Era quasi piena la platea del Teatro Sociale, e così i primi due ordini di palchi, per la mattinata di (auto)celebrazione dell’ottantesimo dalla nascita di ISA, la potente finanziaria della Curia. Ospiti eccellenti, il gotha dell’economia locale e non solo: Giovanni Bazoli presidente di Banca Intesa, Giovanni Guzzetti presidente di Cariplo, monsignor Fasani, economo della Cei, Paolo Bedoni presidente di Cattolica Assicurazioni, Roberto Nicastro deputy ceo (Chief executive officer, insomma uno che conta) di Unicredit, e poi ancora Mittel, Sparkasse, Confindustria di Verona...

Tema: “Etica e impresa”. E qui viene subito da ridere.
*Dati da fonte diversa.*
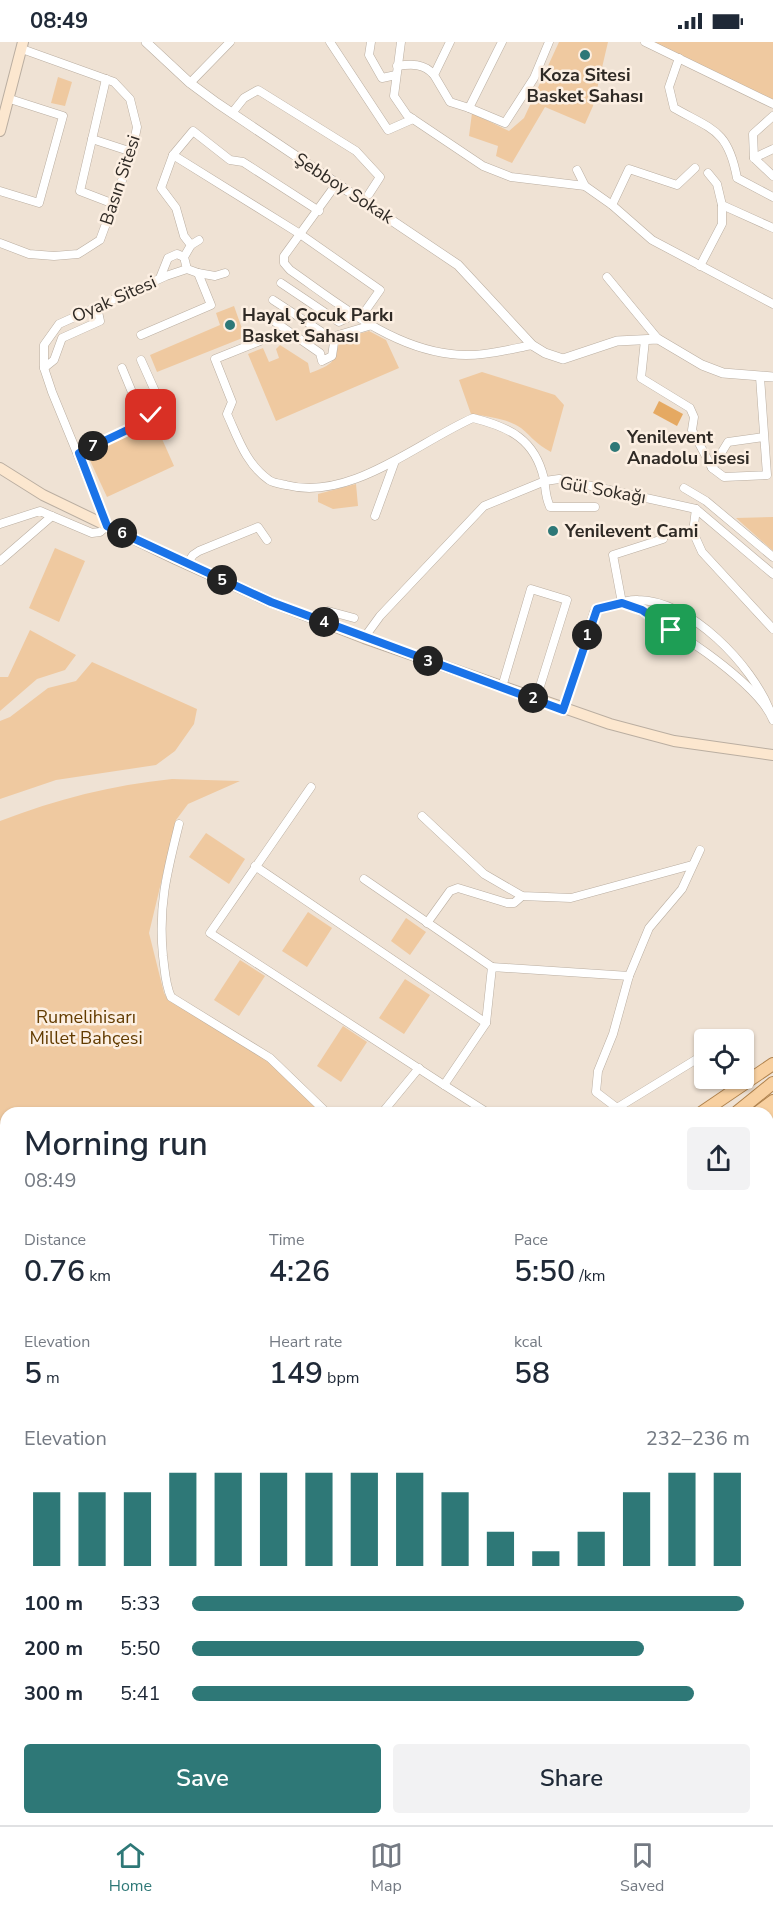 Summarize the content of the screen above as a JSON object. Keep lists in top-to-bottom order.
{
  "streets": {
    "street": [
      "Basın Sitesi",
      "Şebboy Sokak",
      "Oyak Sitesi",
      "Gül Sokağı"
    ]
  },
  "parks": ["Rumelihisarı Millet Bahçesi"],
  "places": [
    "Koza Sitesi Basket Sahası",
    "Hayal Çocuk Parkı Basket Sahası",
    "Yenilevent Anadolu Lisesi",
    "Yenilevent Cami"
  ],
  "page": {
    "status": "08:49",
    "pins": [
      "7",
      "6",
      "5",
      "4",
      "1",
      "3",
      "2"
    ],
    "heading": ["Morning run", "08:49"],
    "stats": [
      ["Distance", "0.76 km"],
      ["Time", "4:26"],
      ["Pace", "5:50 /km"],
      ["Elevation", "5 m"],
      ["Heart rate", "149 bpm"],
      ["kcal", "58"]
    ],
    "chart": ["Elevation", "232–236 m"],
    "list": [
      {
        "name": "100 m",
        "note": "5:33"
      },
      {
        "name": "200 m",
        "note": "5:50"
      },
      {
        "name": "300 m",
        "note": "5:41"
      }
    ],
    "buttons": ["Save", "Share"],
    "tabs": ["Home", "Map", "Saved"]
  }
} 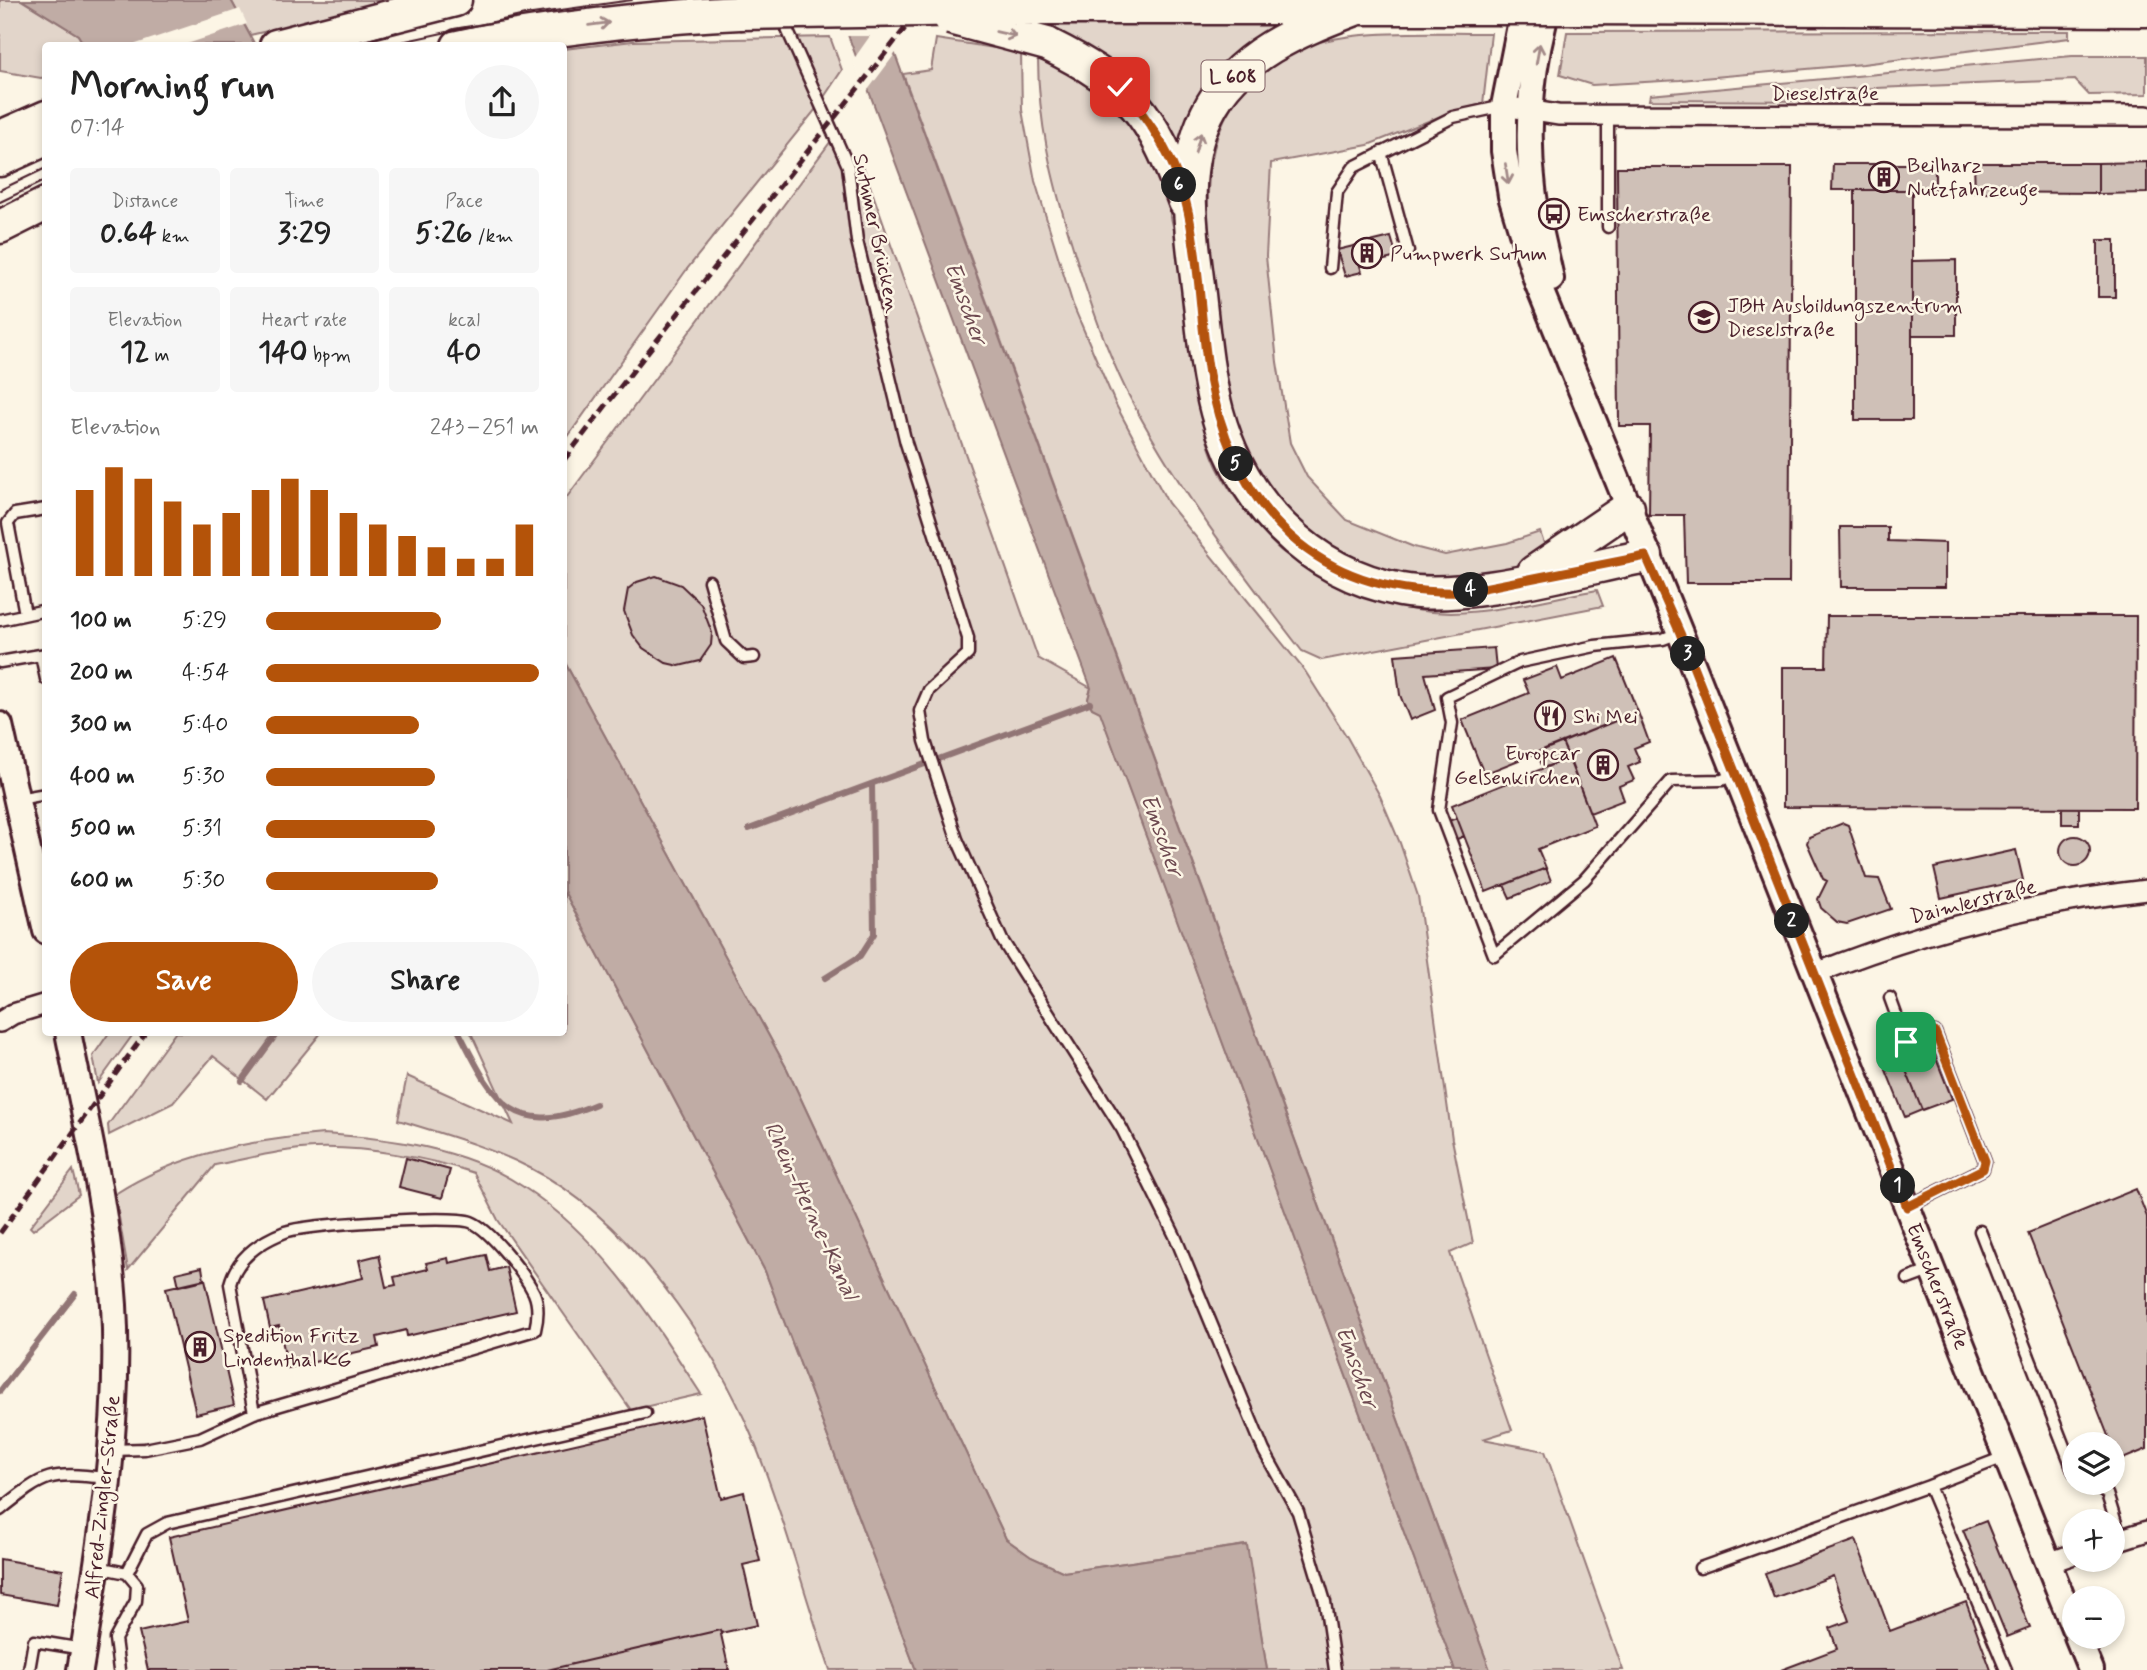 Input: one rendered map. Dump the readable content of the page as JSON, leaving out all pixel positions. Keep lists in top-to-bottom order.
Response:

Sì, perché era da poco stato pubblicato il servizio di QT su “gli affari del vescovo”, cioè le modalità non proprio etiche con cui l’ISA fa fruttare il proprio patrimonio, dai finanziamenti al traffico d’armi alle speculazioni edilizie. Voi pensate che il convegno ribattesse alle contestazioni? O almeno presentasse una diversa visione dell’etica, al cui interno, per esempio, la speculazione edilizia non è un peccato? Illusi; i relatori erano invece impegnatissimi a farsi transitare l’aria nella bocca, a parlare senza nulla dire, in base a un unico concetto, ripetuto fino alla nausea: ISA è una finanziaria improntata all’etica, quindi tutto quello che fa è etico. Un plateale ribaltamento della logica, possibile solo grazie all’arroganza sia di chi parlava come delle teste che, in platea, annuivano. Noi, che abbiamo soldi e potere, ci dichiariamo dei benefattori; e quindi lo siamo.
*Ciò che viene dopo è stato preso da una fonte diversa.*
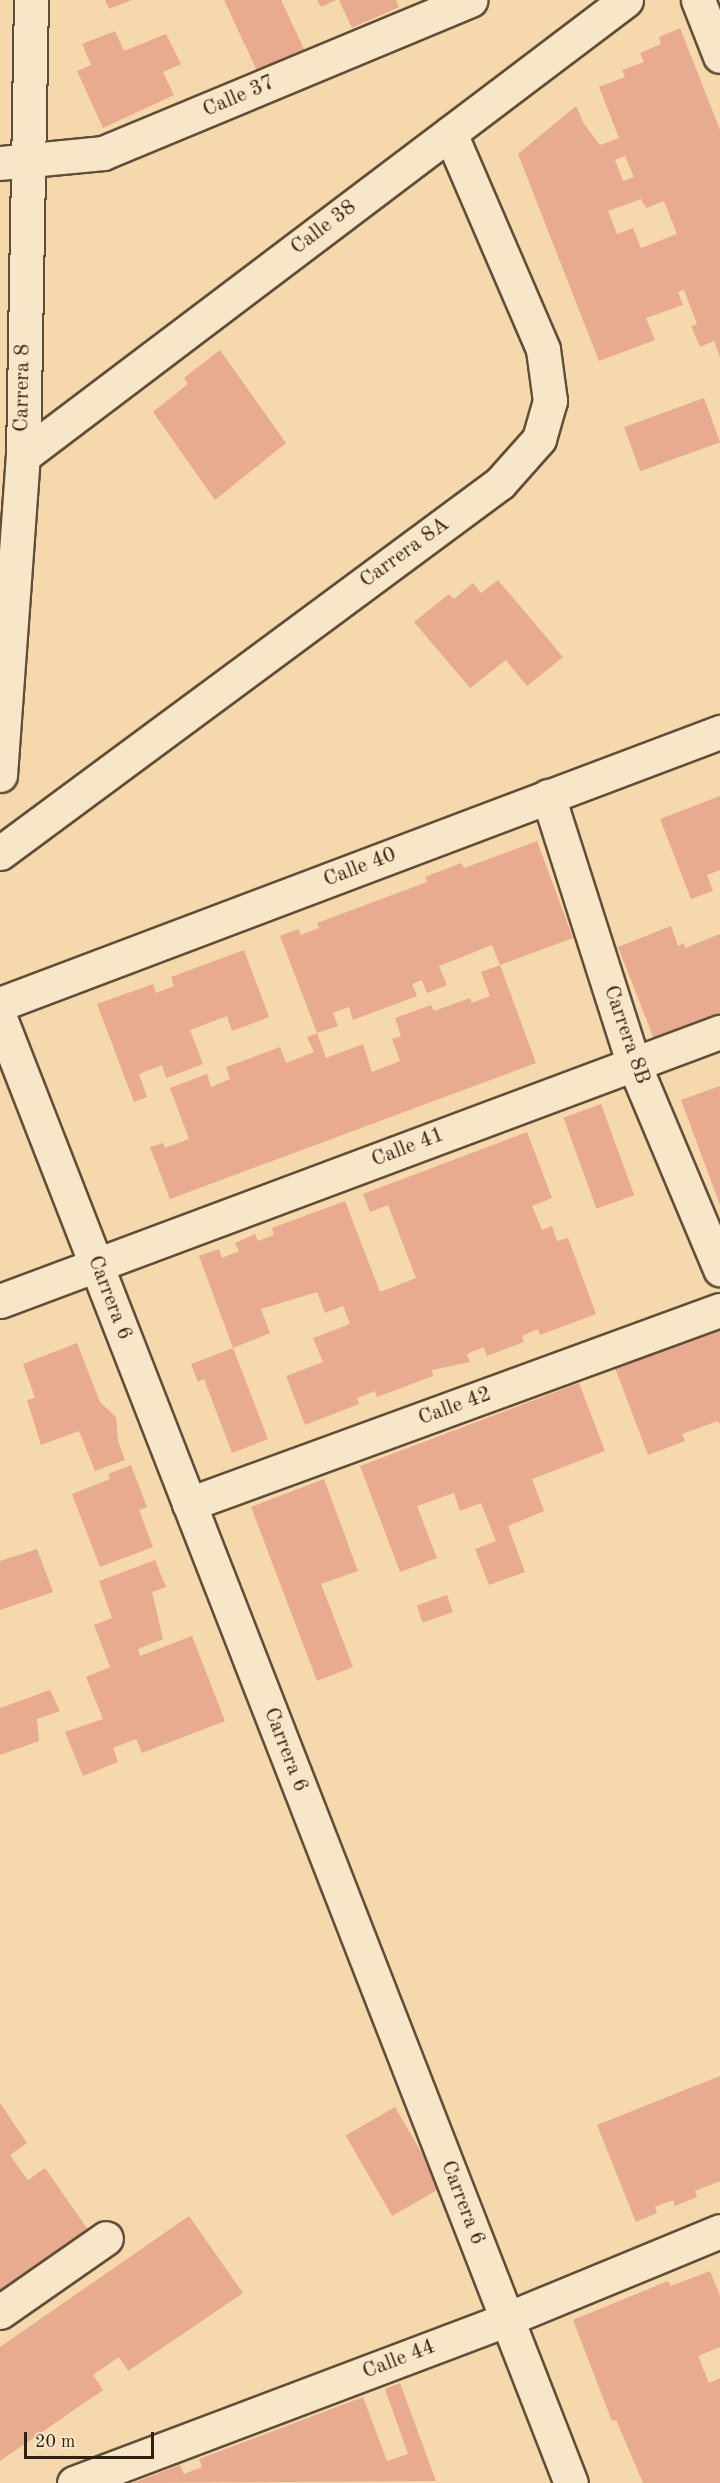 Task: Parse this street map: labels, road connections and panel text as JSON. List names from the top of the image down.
{
  "streets": {
    "street": [
      "Calle 37",
      "Calle 38",
      "Carrera 8",
      "Carrera 8A",
      "Calle 40",
      "Carrera 8B",
      "Calle 41",
      "Carrera 6",
      "Calle 42",
      "Calle 44"
    ]
  },
  "crossings": [
    ["Calle 37", "Carrera 8"],
    ["Calle 38", "Carrera 8"],
    ["Calle 38", "Carrera 8A"],
    ["Calle 40", "Carrera 8B"],
    ["Carrera 8B", "Calle 41"],
    ["Calle 41", "Carrera 6"],
    ["Carrera 6", "Calle 42"],
    ["Carrera 6", "Calle 44"]
  ],
  "scale_bar": "20 m"
}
In parallelo il Trentino (di cui l’Isa è proprietaria) e L’Adige, sulle loro pagine plaudivano e santificavano.

Ma oltre all’annoso problema della stampa zerbino dei poteri forti, ci fa specie un altro interrogativo. La mattinata, ve lo assicuriamo, è stata noiosissima, l’unico momento interessante è stato l’intermezzo musicale con Maurizio Dini Ciacci al pianoforte, altrimenti era tutto un bla bla penoso: venire da Brescia o Milano per sorbirsi tre ore di vacuità deve essere roba da spararsi. Ora, anche a prescindere da temi come l’etica (o l’ipocrisia), viene da chiedersi: una borghesia che si crogiola in queste farsesche autocelebrazioni, che livello intellettuale, culturale, ha mai?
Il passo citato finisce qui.